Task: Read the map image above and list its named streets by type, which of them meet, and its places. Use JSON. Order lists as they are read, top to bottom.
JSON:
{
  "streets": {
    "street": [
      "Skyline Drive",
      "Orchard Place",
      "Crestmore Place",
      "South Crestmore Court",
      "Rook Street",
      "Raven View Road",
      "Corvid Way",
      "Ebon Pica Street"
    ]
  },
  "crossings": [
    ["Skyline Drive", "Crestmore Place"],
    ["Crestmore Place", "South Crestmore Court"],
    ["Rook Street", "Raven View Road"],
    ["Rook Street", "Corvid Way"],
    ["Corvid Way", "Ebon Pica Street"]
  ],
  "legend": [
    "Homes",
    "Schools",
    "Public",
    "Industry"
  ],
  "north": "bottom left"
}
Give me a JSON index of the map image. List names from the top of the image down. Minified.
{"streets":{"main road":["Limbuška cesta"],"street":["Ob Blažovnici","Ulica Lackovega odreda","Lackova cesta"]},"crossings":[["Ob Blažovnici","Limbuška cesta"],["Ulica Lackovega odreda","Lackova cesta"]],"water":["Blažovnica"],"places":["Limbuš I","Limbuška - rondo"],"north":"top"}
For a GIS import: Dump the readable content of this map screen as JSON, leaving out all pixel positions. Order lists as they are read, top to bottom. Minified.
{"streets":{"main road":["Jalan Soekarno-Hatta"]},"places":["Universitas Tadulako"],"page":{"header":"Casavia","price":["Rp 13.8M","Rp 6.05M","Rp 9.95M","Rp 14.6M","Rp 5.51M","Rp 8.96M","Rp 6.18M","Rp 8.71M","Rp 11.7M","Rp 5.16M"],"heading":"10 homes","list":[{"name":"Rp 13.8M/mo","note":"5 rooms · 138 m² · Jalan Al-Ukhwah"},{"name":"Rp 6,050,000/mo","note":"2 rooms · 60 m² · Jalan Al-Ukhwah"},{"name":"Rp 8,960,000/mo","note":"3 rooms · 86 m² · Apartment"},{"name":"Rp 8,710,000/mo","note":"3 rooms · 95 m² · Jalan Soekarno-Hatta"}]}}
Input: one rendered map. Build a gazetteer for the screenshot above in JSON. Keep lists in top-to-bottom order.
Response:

= = = = =

**ABOUT THIS EXERCISE**:
From the line holding "Input: one rendered" down to the last line of the records above, restate each line exactly as written.

**PROBLEM SOLUTION**:
Input: one rendered map. Build a gazetteer for the screenshot above in JSON. Keep lists in top-to-bottom order.
Response:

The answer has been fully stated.